From the first entry to the last, copy everything exactly except the pictures.

_ _ _ _ _

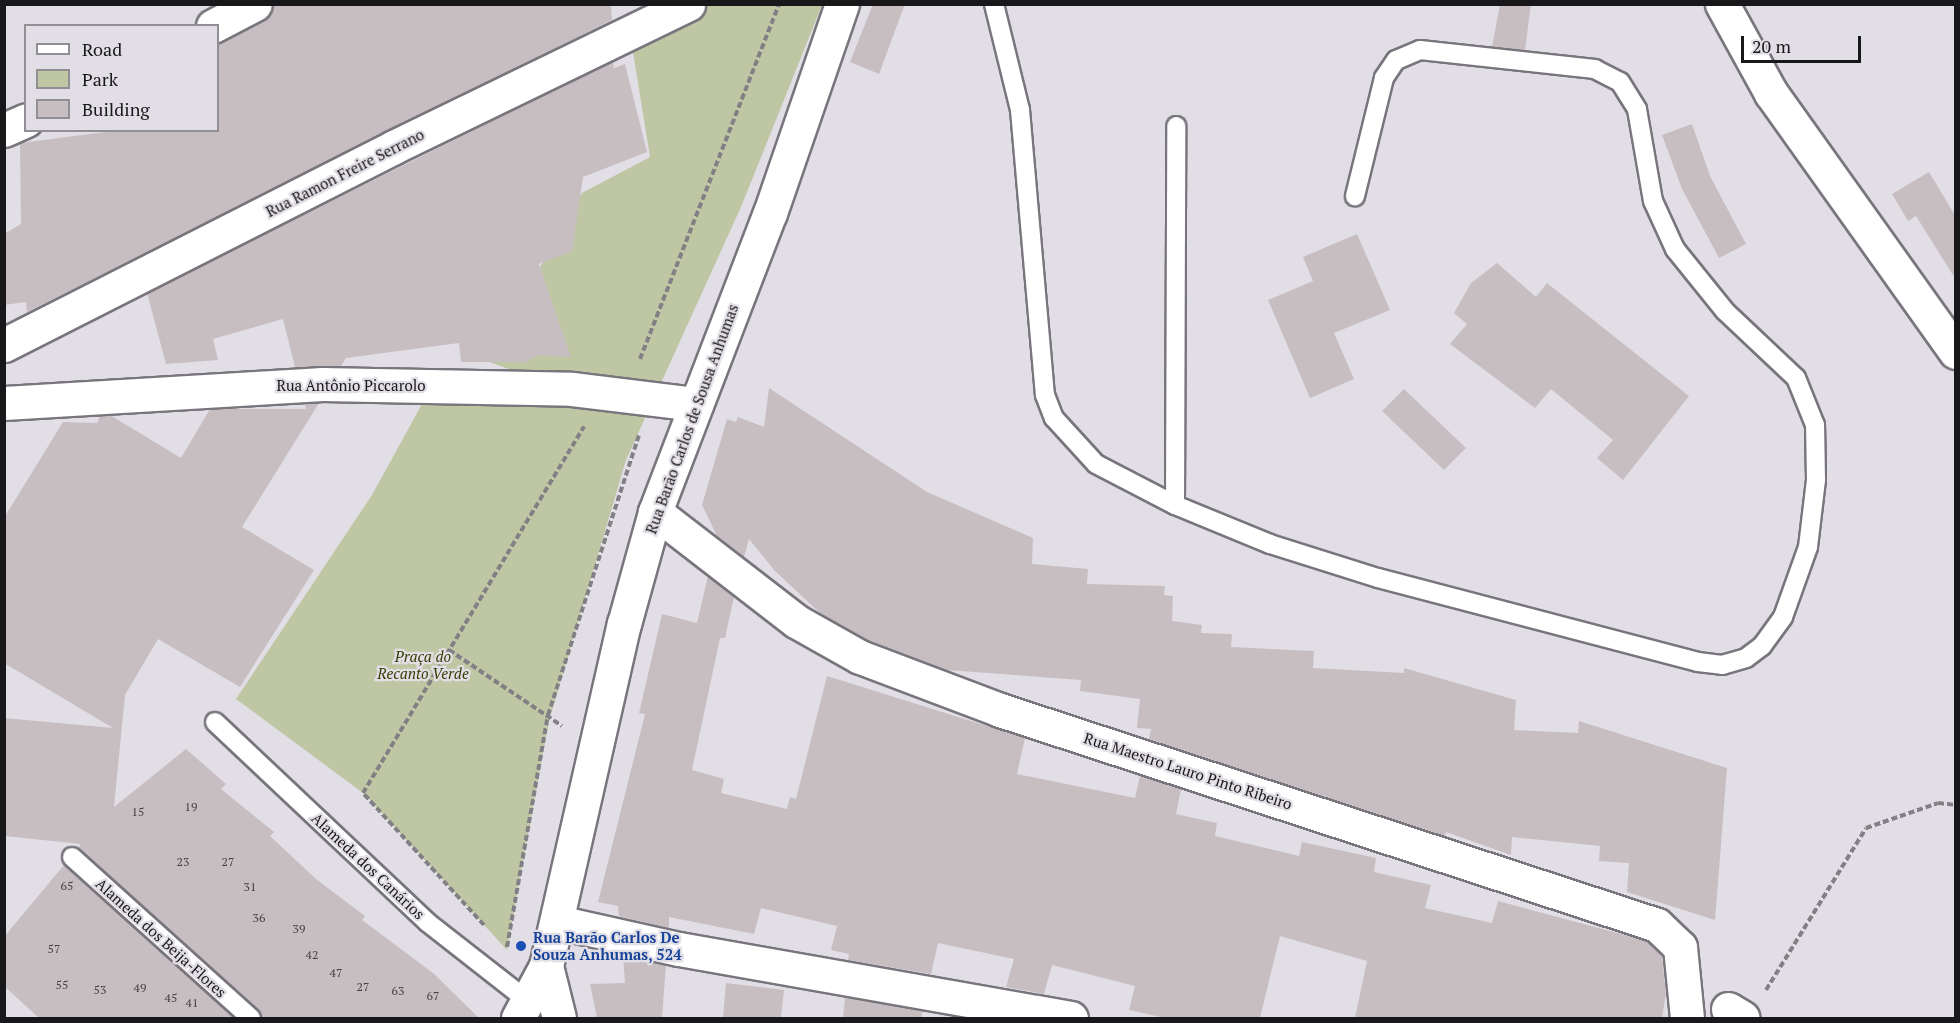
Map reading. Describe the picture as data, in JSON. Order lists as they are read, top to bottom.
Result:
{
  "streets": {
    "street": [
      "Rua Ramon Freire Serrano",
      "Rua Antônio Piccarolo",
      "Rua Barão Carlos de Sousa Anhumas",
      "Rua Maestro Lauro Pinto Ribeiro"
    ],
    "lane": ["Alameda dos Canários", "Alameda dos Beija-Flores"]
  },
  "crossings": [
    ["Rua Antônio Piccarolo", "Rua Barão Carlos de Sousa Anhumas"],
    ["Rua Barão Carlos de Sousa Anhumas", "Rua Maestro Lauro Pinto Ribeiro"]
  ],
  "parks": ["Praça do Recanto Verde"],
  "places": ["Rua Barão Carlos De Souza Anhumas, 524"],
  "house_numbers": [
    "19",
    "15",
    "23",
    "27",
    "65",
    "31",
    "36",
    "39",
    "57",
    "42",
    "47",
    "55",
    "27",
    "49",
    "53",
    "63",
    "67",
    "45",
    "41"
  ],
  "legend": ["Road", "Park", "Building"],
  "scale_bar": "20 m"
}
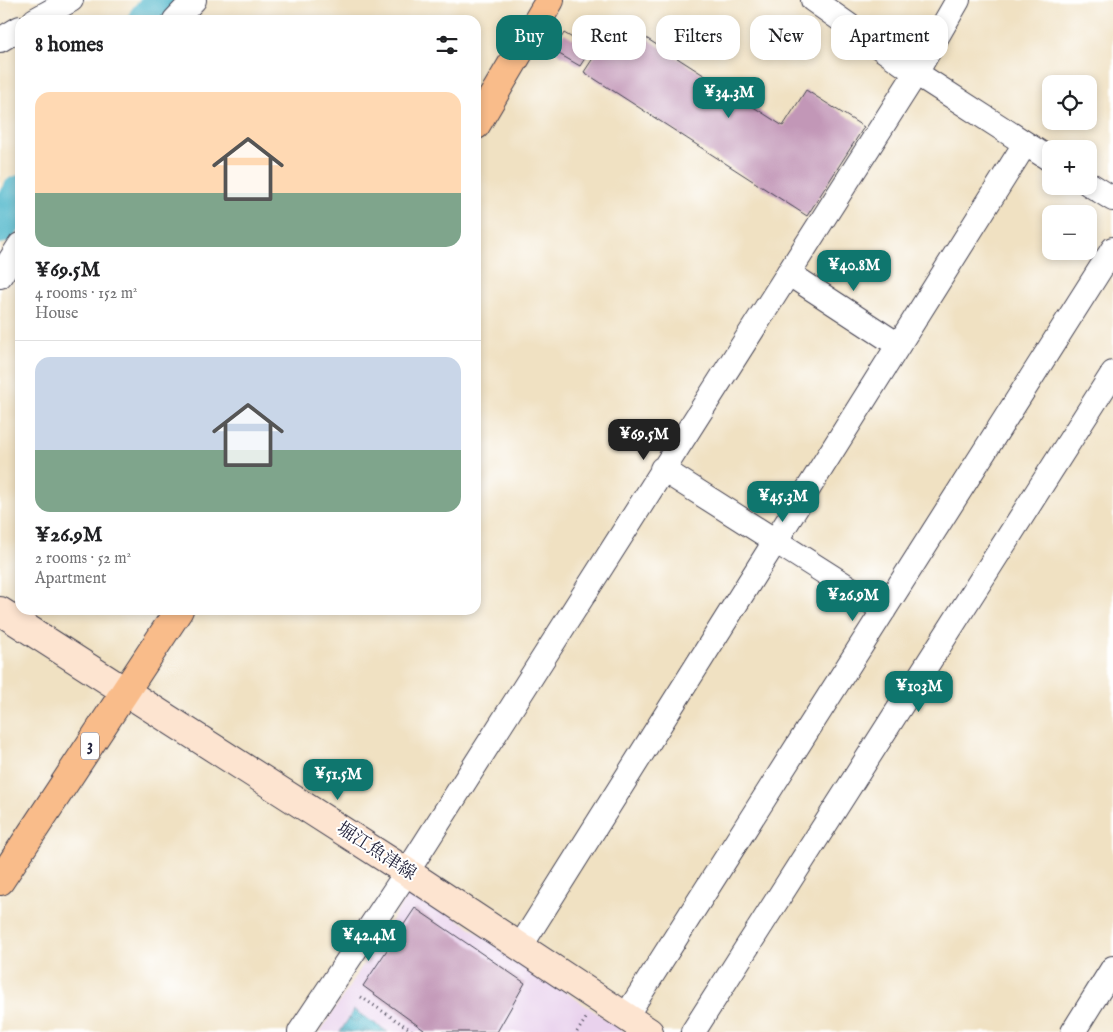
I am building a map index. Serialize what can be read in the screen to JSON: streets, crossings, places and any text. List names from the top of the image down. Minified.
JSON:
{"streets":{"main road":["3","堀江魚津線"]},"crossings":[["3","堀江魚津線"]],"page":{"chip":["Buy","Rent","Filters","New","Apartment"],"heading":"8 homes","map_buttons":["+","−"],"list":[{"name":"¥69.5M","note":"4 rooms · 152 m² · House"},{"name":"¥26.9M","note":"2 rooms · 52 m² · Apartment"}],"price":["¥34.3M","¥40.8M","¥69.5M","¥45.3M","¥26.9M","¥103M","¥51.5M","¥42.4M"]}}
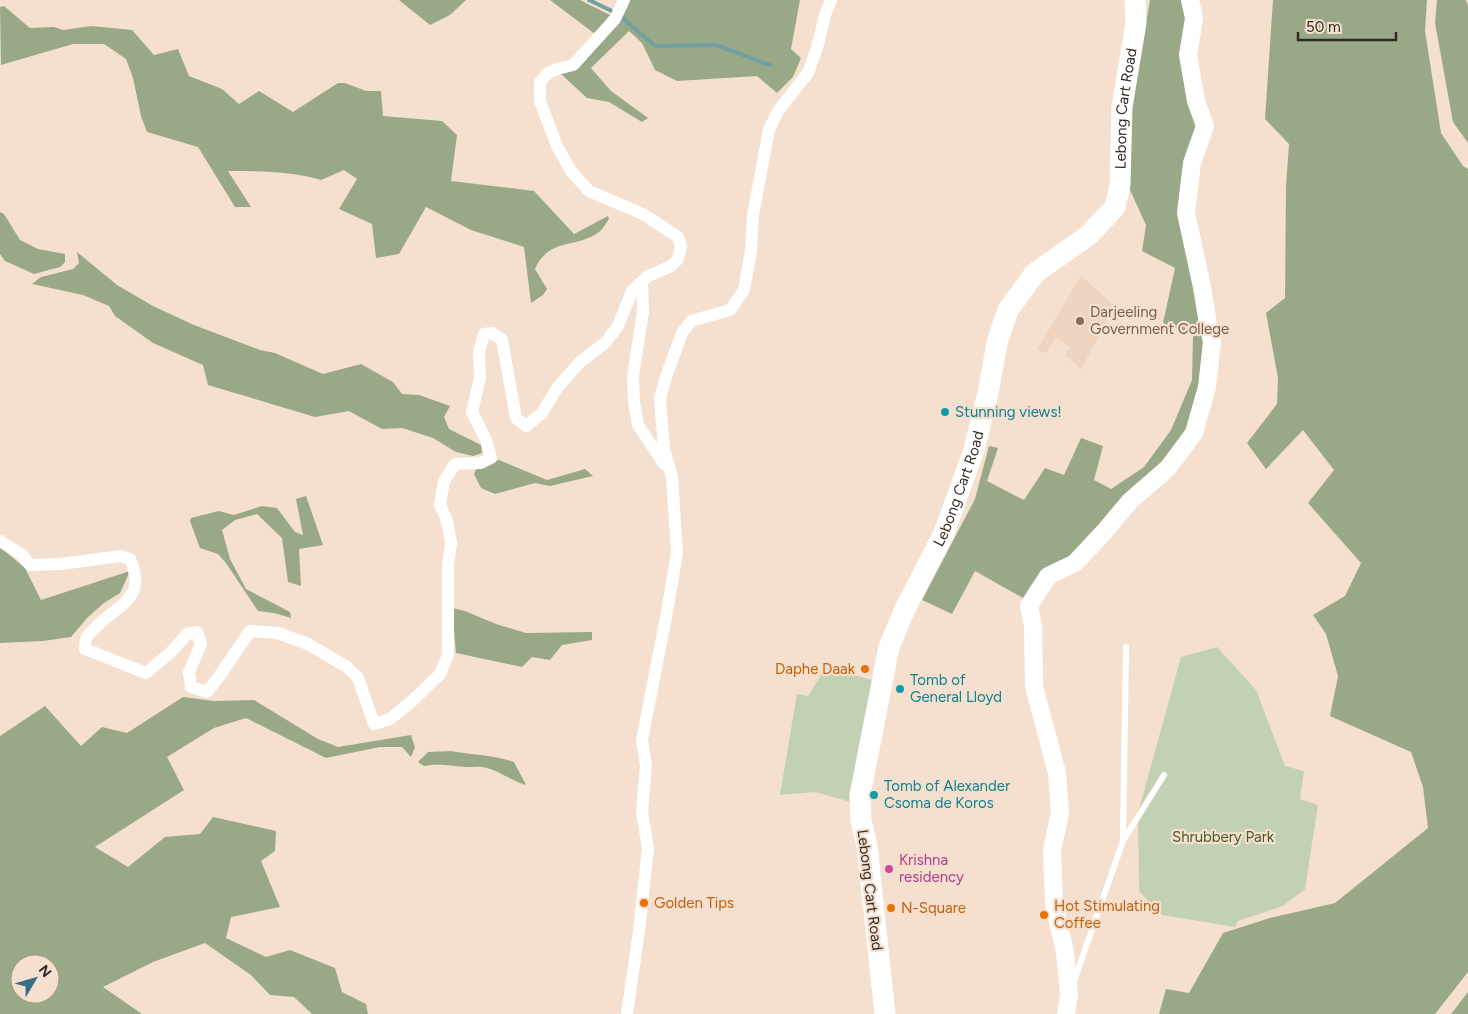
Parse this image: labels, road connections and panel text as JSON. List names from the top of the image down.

_ _ _ _ _

**Answer below**.
Map reading. Describe the picture as data, in JSON. Order lists as they are read, top to bottom.
Result:
{
  "streets": {
    "street": [
      "Rua Ramon Freire Serrano",
      "Rua Antônio Piccarolo",
      "Rua Barão Carlos de Sousa Anhumas",
      "Rua Maestro Lauro Pinto Ribeiro"
    ],
    "lane": ["Alameda dos Canários", "Alameda dos Beija-Flores"]
  },
  "crossings": [
    ["Rua Antônio Piccarolo", "Rua Barão Carlos de Sousa Anhumas"],
    ["Rua Barão Carlos de Sousa Anhumas", "Rua Maestro Lauro Pinto Ribeiro"]
  ],
  "parks": ["Praça do Recanto Verde"],
  "places": ["Rua Barão Carlos De Souza Anhumas, 524"],
  "house_numbers": [
    "19",
    "15",
    "23",
    "27",
    "65",
    "31",
    "36",
    "39",
    "57",
    "42",
    "47",
    "55",
    "27",
    "49",
    "53",
    "63",
    "67",
    "45",
    "41"
  ],
  "legend": ["Road", "Park", "Building"],
  "scale_bar": "20 m"
}
I am building a map index. Serialize what can be read in the screen to JSON: streets, crossings, places and any text. List names from the top of the image down. Minified.
JSON:
{"streets":{"main road":["3","堀江魚津線"]},"crossings":[["3","堀江魚津線"]],"page":{"chip":["Buy","Rent","Filters","New","Apartment"],"heading":"8 homes","map_buttons":["+","−"],"list":[{"name":"¥69.5M","note":"4 rooms · 152 m² · House"},{"name":"¥26.9M","note":"2 rooms · 52 m² · Apartment"}],"price":["¥34.3M","¥40.8M","¥69.5M","¥45.3M","¥26.9M","¥103M","¥51.5M","¥42.4M"]}}
Parse this image: labels, road connections and panel text as JSON. List names from the top of the image down.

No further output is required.